Microsoft has launched a significant legal effort against the notorious Lumma Stealer malware, which has compromised nearly 400,000 Windows devices worldwide in just two months.
Through its Digital Crimes Unit (DCU), Microsoft filed a legal complaint in the U.S. District Court for the Northern District of Georgia, aiming to dismantle the malicious infrastructure behind the malware. Lumma Stealer is designed to extract sensitive information from web browsers, applications, and even cryptocurrency wallets. It can also serve as a gateway for additional malware installations.
As part of its crackdown, Microsoft worked to disrupt Lumma’s operations by coordinating the takedown, suspension, and blocking of domains critical to its infrastructure. This legal move comes alongside support from U.S. federal authorities.

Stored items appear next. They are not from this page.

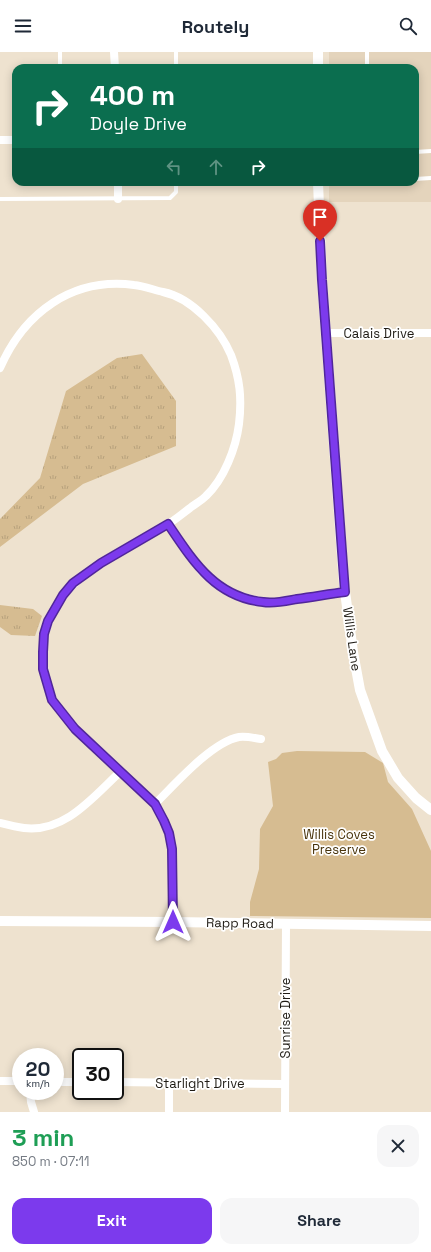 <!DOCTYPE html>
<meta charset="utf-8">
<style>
body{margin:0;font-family:"Space Grotesk",sans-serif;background:#f6f6f7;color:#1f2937;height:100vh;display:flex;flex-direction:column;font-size:15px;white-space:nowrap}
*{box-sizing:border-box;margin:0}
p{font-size:13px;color:#747a83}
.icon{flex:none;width:22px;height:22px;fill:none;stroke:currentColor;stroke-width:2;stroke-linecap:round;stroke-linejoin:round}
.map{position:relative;height:1060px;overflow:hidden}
.sheet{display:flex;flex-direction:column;background:#fff;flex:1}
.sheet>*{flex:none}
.banner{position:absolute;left:12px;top:12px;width:407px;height:122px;border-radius:12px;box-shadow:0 2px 10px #0003;background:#0b6e4f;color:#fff;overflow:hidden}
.speed{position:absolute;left:12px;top:996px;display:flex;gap:8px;font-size:20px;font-weight:700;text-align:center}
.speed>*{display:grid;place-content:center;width:52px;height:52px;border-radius:50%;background:#fff;box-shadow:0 2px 10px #0003;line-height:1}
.speed small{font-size:10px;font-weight:400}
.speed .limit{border:2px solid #111;border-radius:6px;background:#fff;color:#111}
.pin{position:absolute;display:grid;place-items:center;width:34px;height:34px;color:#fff;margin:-41px -17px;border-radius:50% 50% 50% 0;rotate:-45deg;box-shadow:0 0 4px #0007}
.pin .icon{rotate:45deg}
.me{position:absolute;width:44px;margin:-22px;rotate:0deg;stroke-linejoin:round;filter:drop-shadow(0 0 3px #0008)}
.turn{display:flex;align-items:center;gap:14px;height:84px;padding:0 12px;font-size:18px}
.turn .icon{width:52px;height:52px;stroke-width:2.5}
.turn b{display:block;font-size:28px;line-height:34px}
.lanes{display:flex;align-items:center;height:38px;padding:0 12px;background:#0003;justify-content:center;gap:20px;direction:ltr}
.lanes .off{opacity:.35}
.round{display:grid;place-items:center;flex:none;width:42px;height:42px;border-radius:12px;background:#f6f6f7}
.summary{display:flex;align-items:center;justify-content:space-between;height:68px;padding:0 12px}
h1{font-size:24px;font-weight:600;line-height:30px;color:#1e9e55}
.cta{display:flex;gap:8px;margin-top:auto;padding:8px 12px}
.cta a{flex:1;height:46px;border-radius:12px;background:#7c3aed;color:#fff;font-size:16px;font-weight:600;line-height:46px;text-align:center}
.cta a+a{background:#f6f6f7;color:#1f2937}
header{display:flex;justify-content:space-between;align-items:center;height:52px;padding:0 12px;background:#fff;font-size:18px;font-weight:600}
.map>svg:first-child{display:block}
.built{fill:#e4d4bc}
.grass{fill:url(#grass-tufts)}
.park{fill:#d6bc91}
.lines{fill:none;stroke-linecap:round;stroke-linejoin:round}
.service{stroke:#fff;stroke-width:4}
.minor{stroke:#fff;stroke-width:8}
.tertiary{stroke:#fff;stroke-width:10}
.route-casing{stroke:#51269a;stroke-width:10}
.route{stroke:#7c3aed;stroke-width:7}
.labels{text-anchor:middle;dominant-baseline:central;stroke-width:3.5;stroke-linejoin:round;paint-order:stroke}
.street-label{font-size:13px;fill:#1f1b14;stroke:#fff}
.park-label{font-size:13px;fill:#48330b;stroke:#fff}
</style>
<header><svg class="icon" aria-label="menu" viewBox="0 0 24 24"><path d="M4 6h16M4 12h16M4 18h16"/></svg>Routely<svg class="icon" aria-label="search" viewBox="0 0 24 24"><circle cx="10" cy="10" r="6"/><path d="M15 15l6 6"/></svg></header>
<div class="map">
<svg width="431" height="1060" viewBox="0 0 431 1060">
<defs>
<pattern id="grass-tufts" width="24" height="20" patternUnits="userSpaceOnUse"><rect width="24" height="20" fill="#d6bc91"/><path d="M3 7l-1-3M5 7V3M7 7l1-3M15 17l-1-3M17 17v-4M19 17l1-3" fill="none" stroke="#b7a17c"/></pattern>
</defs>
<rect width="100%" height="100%" fill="#eee2cf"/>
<!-- built -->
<polygon class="built" points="329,0 431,0 431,150 329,150 329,130 415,130 415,16 329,16"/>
<!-- grass -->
<g class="grass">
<polygon points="142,302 176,349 176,394 83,432 0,495 0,467 40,426 66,339 117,306"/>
<polygon points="0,553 33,557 42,564 35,584 11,583 0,575"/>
</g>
<!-- park -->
<polygon class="park" points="297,699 365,700 383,711 388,730 412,757 431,799 431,866 250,864 250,850 259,817 260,777 273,754 268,710 276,707 282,701"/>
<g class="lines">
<!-- service -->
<g class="service">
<polyline points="60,0 60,16"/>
<polyline points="176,0 176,16"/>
<polyline points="367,0 367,16"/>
<polyline points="415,100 431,99"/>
<polyline points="415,127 431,126"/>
<polyline points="0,147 170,146 176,140 176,130"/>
</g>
<!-- minor -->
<g class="minor">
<polyline points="114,0 115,16"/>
<polyline points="0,88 16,88"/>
<polyline points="118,130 118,147"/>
<polyline points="326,281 431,281"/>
<path d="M0 316C24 261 72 225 134 233 144 234 154 238 163 240 192 246 220 277 231 303 240 327 242 346 239 372 236 396 224 427 206 444 201 449 195 452 190 456 182 462 174 469 165 474 114 505 45 529 43 600 43 614 47 638 53 649 56 653 59 657 62 661 81 685 104 705 126 725 135 734 148 742 155 753 161 760 165 771 169 780 174 794 172 810 172 825 173 840 173 855 173 870"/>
<polyline points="168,472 201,519 213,530 236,543 264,550 278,550 345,540"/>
<path d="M155 752C175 732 212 690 239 685 246 684 254 686 261 687"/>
<path d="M0 771C8 773 16 775 24 776 65 781 93 745 120 720"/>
<polyline points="0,1029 21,1029"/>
<polyline points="55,1030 81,1030"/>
<polyline points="115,1030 285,1032"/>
<polyline points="169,1031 169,1060"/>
<polyline points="30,1039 31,1050 34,1060"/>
<polyline points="285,1060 286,872"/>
</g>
<!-- tertiary -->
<g class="tertiary">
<polyline points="318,0 318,16"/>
<polyline points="318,130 322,228 344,532 353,600 360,638 382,699 398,726 416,746 431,758"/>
<polyline points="0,869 173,870 431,874"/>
</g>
</g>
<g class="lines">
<!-- route casing -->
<g class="route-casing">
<path id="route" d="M173 870 172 797 169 781 164 769 155 752 75 677 52 648 43 617V600L44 582 48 569 63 543 73 531 101 511 168 472C193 509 215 545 263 550 274 552 286 549 297 547 313 545 329 542 345 540L322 228 320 189"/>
</g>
<!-- route -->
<use href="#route" class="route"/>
</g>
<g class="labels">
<!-- street labels -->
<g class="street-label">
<text x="379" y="281">Calais Drive</text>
<text transform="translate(352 587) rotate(82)">Willis Lane</text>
<text transform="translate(240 871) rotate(1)">Rapp Road</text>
<text transform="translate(285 966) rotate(-90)">Sunrise Drive</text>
<text x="200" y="1031">Starlight Drive</text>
</g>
<!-- park labels -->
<g class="park-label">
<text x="339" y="782">Willis Coves<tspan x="339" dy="15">Preserve</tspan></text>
</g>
</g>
</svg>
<div class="speed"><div>20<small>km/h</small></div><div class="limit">30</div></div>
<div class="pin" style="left:320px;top:189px;background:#d93025"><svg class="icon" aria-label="arrive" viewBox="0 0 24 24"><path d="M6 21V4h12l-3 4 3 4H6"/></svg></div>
<svg class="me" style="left:173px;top:870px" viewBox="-20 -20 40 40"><path d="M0-17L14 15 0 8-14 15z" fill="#7c3aed" stroke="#fff" stroke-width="4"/></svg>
<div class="banner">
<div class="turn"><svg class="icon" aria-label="right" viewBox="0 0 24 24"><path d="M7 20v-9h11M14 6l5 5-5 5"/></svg><div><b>400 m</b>Doyle Drive</div></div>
<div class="lanes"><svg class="icon off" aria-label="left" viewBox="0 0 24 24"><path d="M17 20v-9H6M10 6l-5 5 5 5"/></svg><svg class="icon off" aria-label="ahead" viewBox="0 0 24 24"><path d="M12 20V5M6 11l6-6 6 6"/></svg><svg class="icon" aria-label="right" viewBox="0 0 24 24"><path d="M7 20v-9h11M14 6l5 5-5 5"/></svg></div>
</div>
</div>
<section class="sheet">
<div class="summary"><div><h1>3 min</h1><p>850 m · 07:11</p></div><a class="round"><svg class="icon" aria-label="close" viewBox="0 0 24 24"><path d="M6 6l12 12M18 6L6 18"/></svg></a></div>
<div class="cta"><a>Exit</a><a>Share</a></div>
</section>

The U.S. Department of Justice also announced the seizure of five domains linked to the LummaC2 malware-as-a-service platform. The investigation is being led by the FBI’s Dallas Field Office, highlighting the growing concern over malware networks that enable cybercriminals to easily deploy powerful digital threats.
Microsoft emphasized that Lumma’s rapid spread and durability underscore the need for robust cybersecurity measures and cross-industry cooperation. In a blog post, the company reiterated its commitment to tackling evolving cyber threats through both technical action and legal recourse.
As cybercrime becomes more complex and accessible, this case stands as a clear example of the importance of proactive defense and unified responses.